- Um estudo francês associa jantar após as nove da noite a um aumento de 28% no risco de acidentes vasculares cerebrais, especialmente entre mulheres, em comparação com quem janta às oito.
- A pesquisa também mostra que quem toma o pequeno‑almoço às nove da manhã tem 6% mais probabilidade de doença cardiovascular do que quem o faz antes das oito.
- Os resultados sugerem que o período de jejum noturno influencia a saúde, com atrasos nas refeições relacionados ao maior risco de AVC.
- A equipa, com investigadores da Université Sorbonne Paris Nord, do Instituto de Saúde Global de Barcelona e do Inserm, analisou dados de mais de 103 mil franceses, 79% mulheres, com média de 42 anos.
- A conclusão, publicada na revista Nature, aponta que por cada hora de atraso nas refeições há um aumento de 6% no risco, e os investigadores defendem novas investigações sobre crononutrição.
O estudo realizado por cientistas franceses associa jantares depois das 21h a um aumento de 28% no risco de acidente vascular cerebral, especialmente entre as mulheres, em comparação com quem janta às 20h. A pesquisa insere-se no campo da crononutrição, que analisa a hora de comer e o jejum.

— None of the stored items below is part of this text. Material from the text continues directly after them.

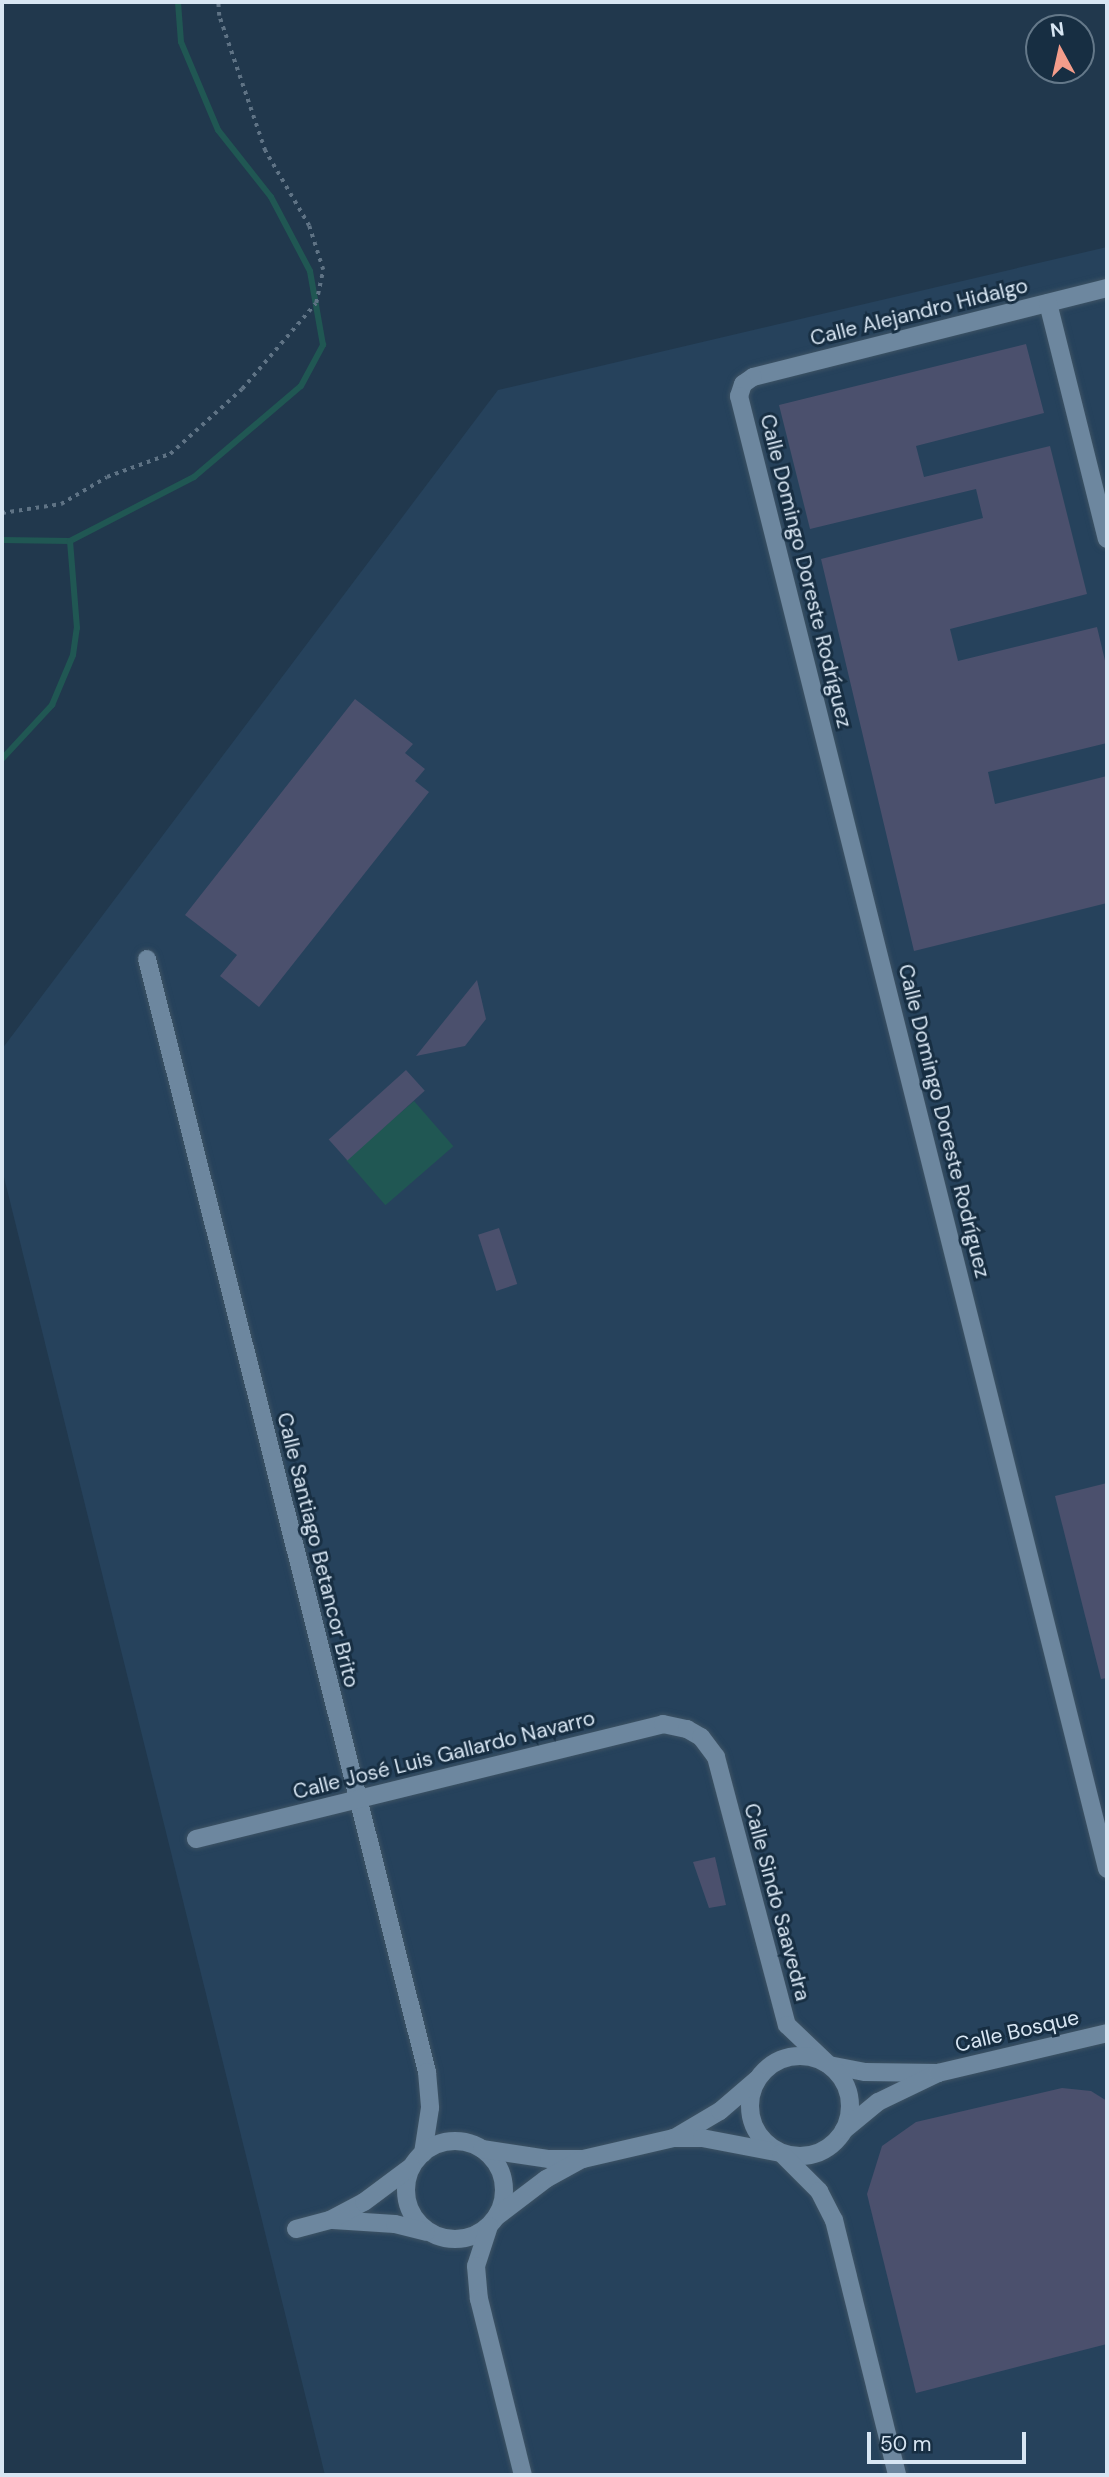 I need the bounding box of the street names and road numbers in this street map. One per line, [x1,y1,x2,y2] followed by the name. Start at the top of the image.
[808,273,1030,351] street label: Calle Alejandro Hidalgo
[755,412,857,730] street label: Calle Domingo Doreste Rodríguez
[893,962,995,1280] street label: Calle Domingo Doreste Rodríguez
[272,1410,364,1690] street label: Calle Santiago Betancor Brito
[290,1705,598,1805] street label: Calle José Luis Gallardo Navarro
[739,1801,815,2003] street label: Calle Sindo Saavedra
[953,2005,1081,2057] street label: Calle Bosque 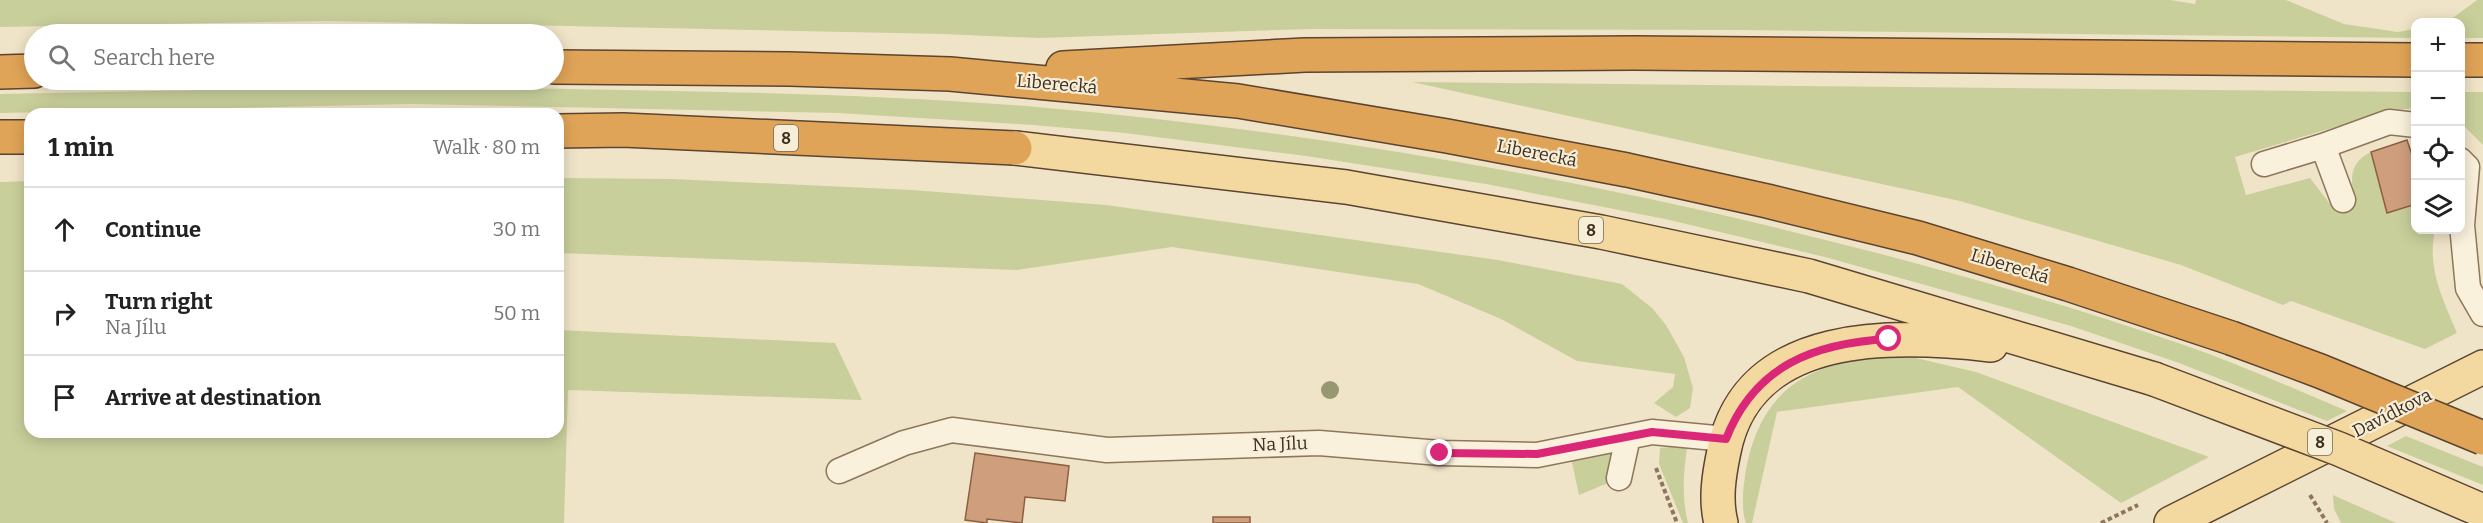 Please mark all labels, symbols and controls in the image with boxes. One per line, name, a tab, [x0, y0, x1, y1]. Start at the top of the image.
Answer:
map controls	[2411, 18, 2465, 234]
button: +	[2411, 18, 2465, 72]
search box	[24, 24, 564, 90]
icon: search	[45, 41, 78, 74]
text: Search here	[93, 44, 215, 71]
street label: Liberecká	[1016, 70, 1099, 99]
button: −	[2411, 72, 2465, 126]
road number: 8	[774, 125, 798, 151]
button: locate	[2411, 126, 2465, 180]
text: 1 min	[48, 132, 114, 163]
street label: Liberecká	[1495, 134, 1579, 172]
text: Walk · 80 m	[433, 135, 540, 159]
button: layers	[2411, 180, 2465, 234]
icon: ahead	[48, 213, 81, 246]
text: Continue	[105, 216, 201, 243]
text: 30 m	[493, 217, 540, 241]
road number: 8	[1579, 217, 1603, 243]
street label: Liberecká	[1968, 244, 2052, 288]
text: Turn right	[105, 288, 213, 315]
icon: right	[48, 297, 81, 330]
text: 50 m	[493, 301, 540, 325]
text: Na Jílu	[105, 315, 166, 339]
route start	[1875, 325, 1901, 351]
icon: arrive	[48, 381, 81, 414]
text: Arrive at destination	[105, 384, 321, 411]
street label: Davídkova	[2349, 384, 2435, 442]
road number: 8	[2308, 429, 2332, 455]
street label: Na Jílu	[1252, 432, 1308, 456]
route end	[1426, 439, 1452, 465] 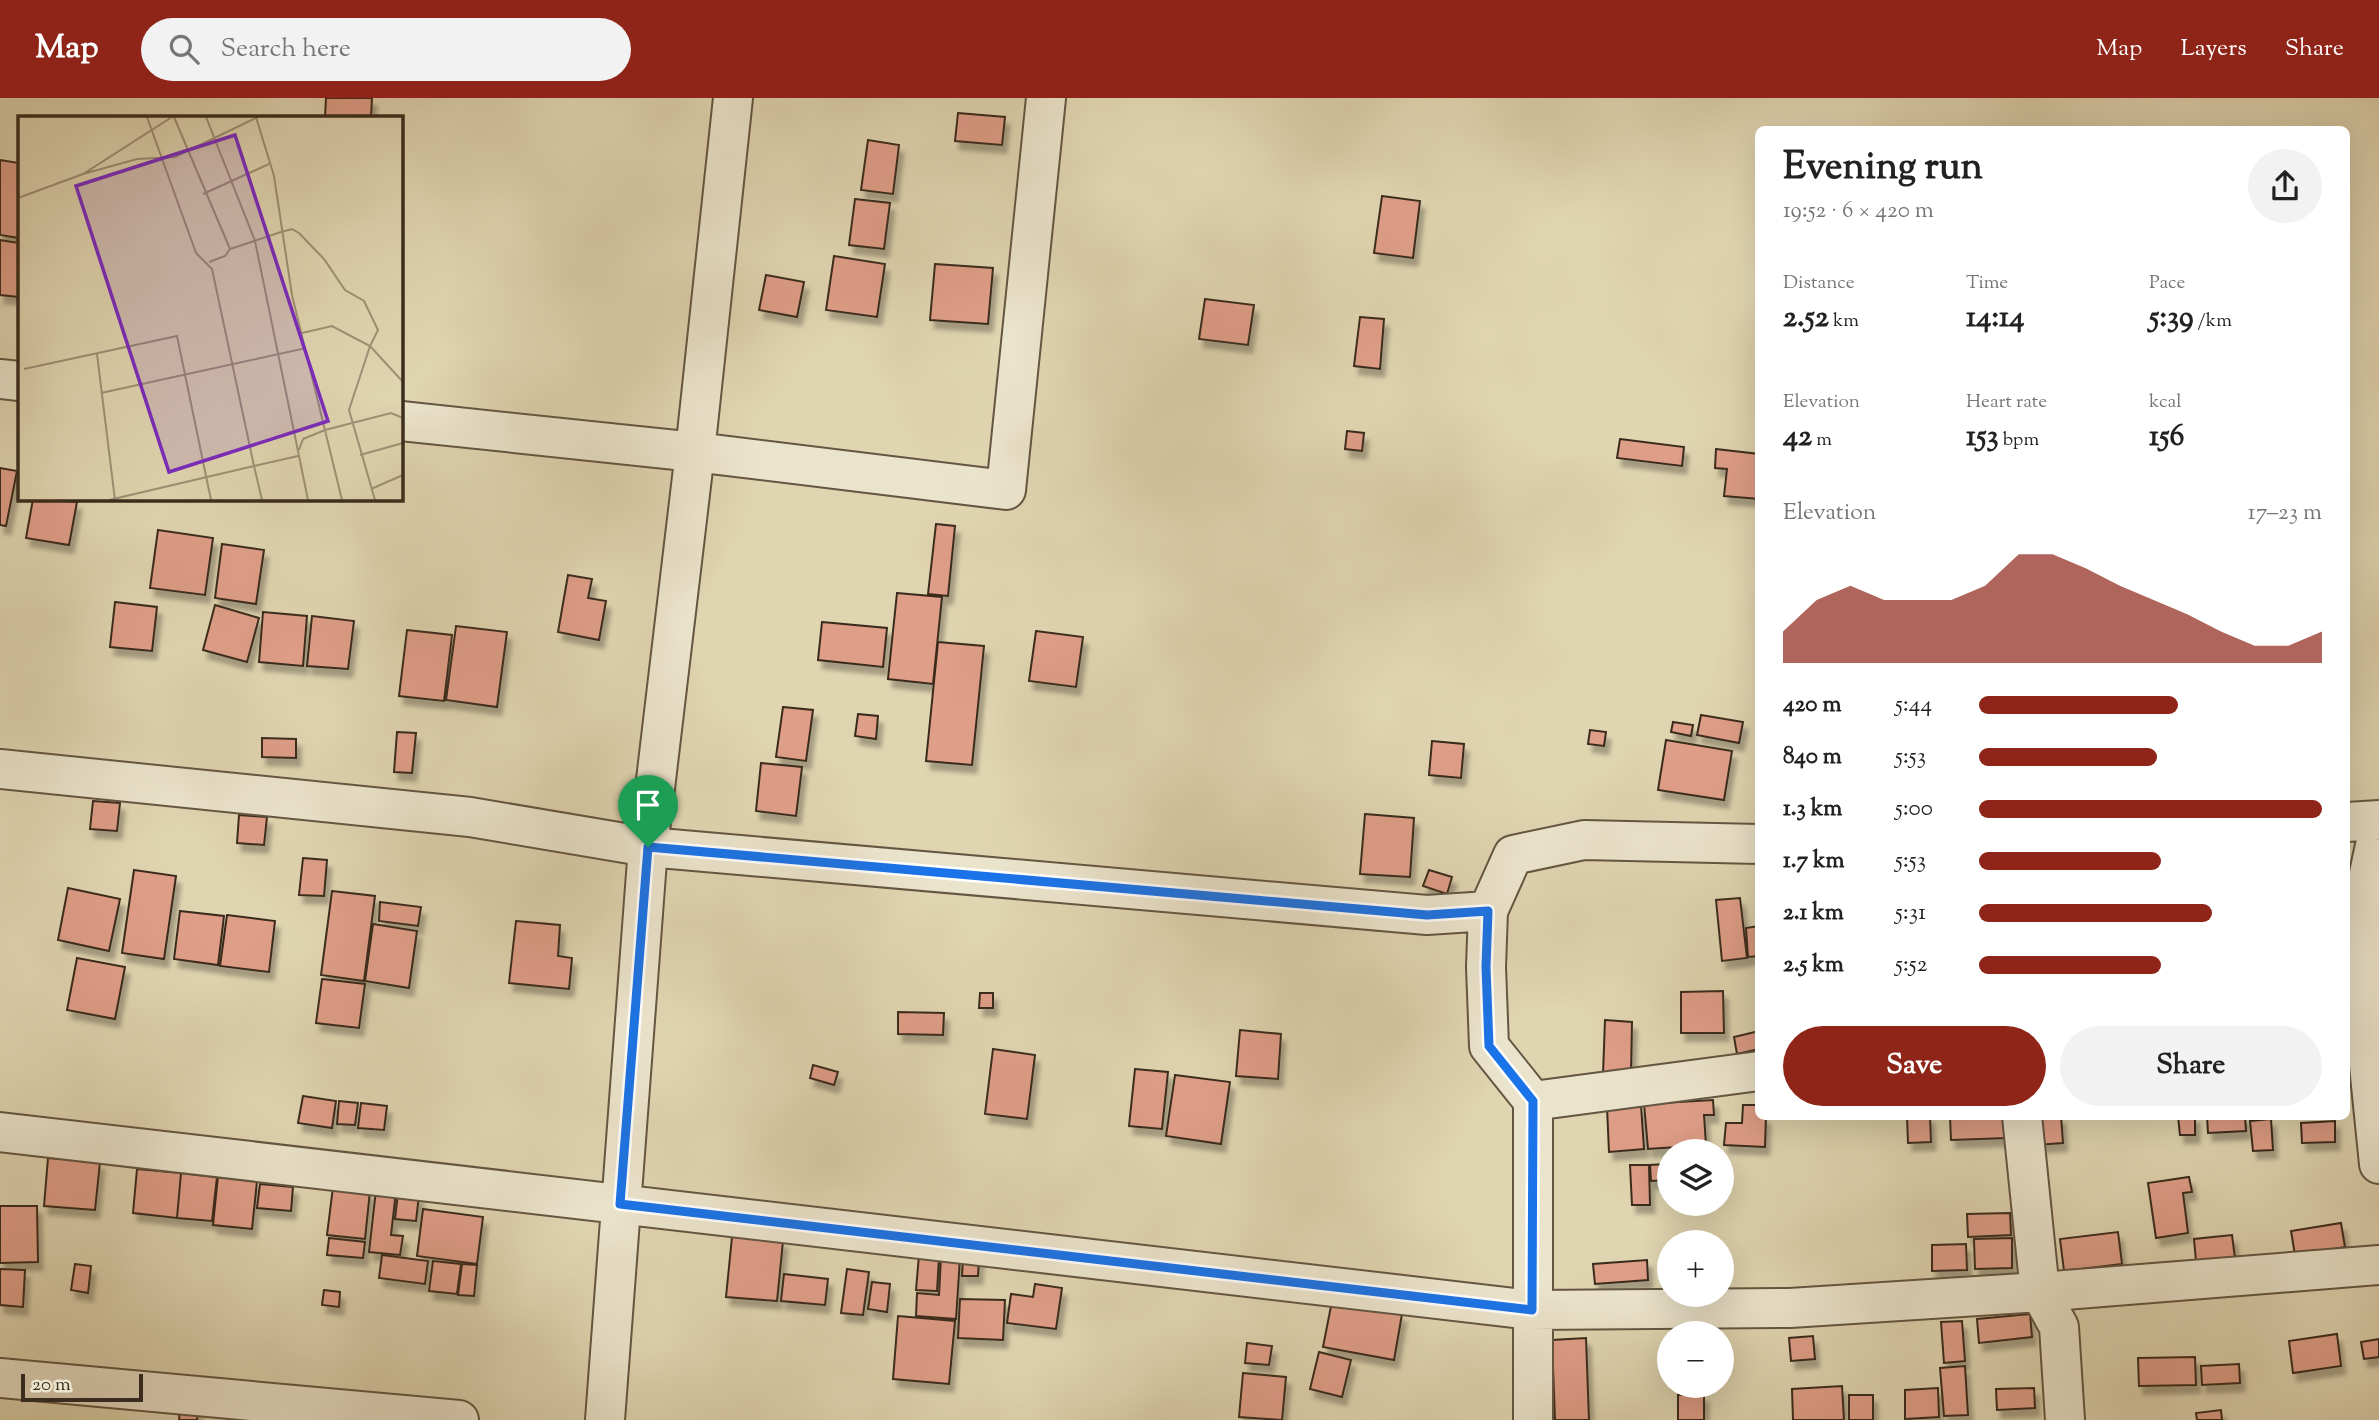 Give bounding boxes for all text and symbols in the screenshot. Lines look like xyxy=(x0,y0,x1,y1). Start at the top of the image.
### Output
search box xyxy=(141,18,631,81)
text: Map xyxy=(35,25,99,73)
icon: search xyxy=(165,30,203,68)
text: Search here xyxy=(221,31,351,68)
text: Map xyxy=(2096,32,2142,66)
text: Layers xyxy=(2180,32,2247,66)
text: Share xyxy=(2285,32,2344,66)
inset map xyxy=(18,116,402,500)
text: Evening run xyxy=(1783,142,1983,196)
button: share xyxy=(2248,149,2322,223)
text: 19:52 · 6 × 420 m xyxy=(1783,195,1934,228)
text: Distance xyxy=(1783,270,1855,297)
text: Time xyxy=(1966,270,2008,297)
text: Pace xyxy=(2149,270,2185,297)
text: 2.52 xyxy=(1783,297,1829,340)
text: 14:14 xyxy=(1966,297,2024,340)
text: 5:39 xyxy=(2149,297,2194,340)
text: km xyxy=(1829,308,1859,335)
text: /km xyxy=(2194,308,2232,335)
text: Elevation xyxy=(1783,389,1860,416)
text: Heart rate xyxy=(1966,389,2047,416)
text: kcal xyxy=(2149,389,2182,416)
text: 42 xyxy=(1783,416,1812,459)
text: 153 xyxy=(1966,416,1999,459)
text: 156 xyxy=(2149,416,2184,459)
text: m xyxy=(1812,427,1832,454)
text: bpm xyxy=(1999,427,2039,454)
text: Elevation xyxy=(1783,497,1876,530)
text: 17–23 m xyxy=(2248,497,2322,530)
text: 420 m xyxy=(1783,689,1841,722)
text: 5:44 xyxy=(1895,689,1932,722)
text: 840 m xyxy=(1783,741,1842,774)
text: 5:53 xyxy=(1895,741,1926,774)
pin xyxy=(618,775,678,847)
icon: arrive xyxy=(629,786,667,824)
text: 1.3 km xyxy=(1783,793,1842,826)
text: 5:00 xyxy=(1895,793,1933,826)
text: 1.7 km xyxy=(1783,845,1845,878)
text: 5:53 xyxy=(1895,845,1926,878)
text: 2.1 km xyxy=(1783,897,1844,930)
text: 5:31 xyxy=(1895,897,1926,930)
text: 2.5 km xyxy=(1783,949,1844,982)
text: 5:52 xyxy=(1895,949,1927,982)
button: Save xyxy=(1783,1026,2046,1106)
button: Share xyxy=(2060,1026,2322,1106)
map controls xyxy=(1657,1139,1734,1398)
button: layers xyxy=(1657,1139,1734,1216)
button: + xyxy=(1657,1230,1734,1307)
button: − xyxy=(1657,1321,1734,1398)
scale bar xyxy=(21,1371,144,1403)
text: 20 m xyxy=(32,1372,71,1399)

Além disso, a investigação revela que quem toma o pequeno-almoço às 9h tem 6% mais probabilidade de sofrer de doenças cardiovasculares do que quem o consome antes das 8h. O encerramento do jejum noturno também é apontado como um fator de risco, quando encurtado.
A equipa envolvida reúne investigadores da Université Sorbonne Paris Nord, do Instituto de Saúde Global de Barcelona e do Inserm. O estudo analisou dados de mais de 103 mil franceses, 79% mulheres, com média de 42 anos, para explorar padrões alimentares e cardiovasculares.
Para cada hora de atraso no horário das refeições, observa-se um aumento de 6% no risco de doença cardiovascular. O trabalho foi publicado na revista Nature, trazendo nova luz sobre a relação entre horários de alimentação e saúde.
Os autores defendem que a hora de comer regula funções corporais e do sono, refletindo na pressão arterial e no risco cardiovascular. O estudo conclui pela importância dos horários, mas aponta para a necessidade de mais pesquisas na área.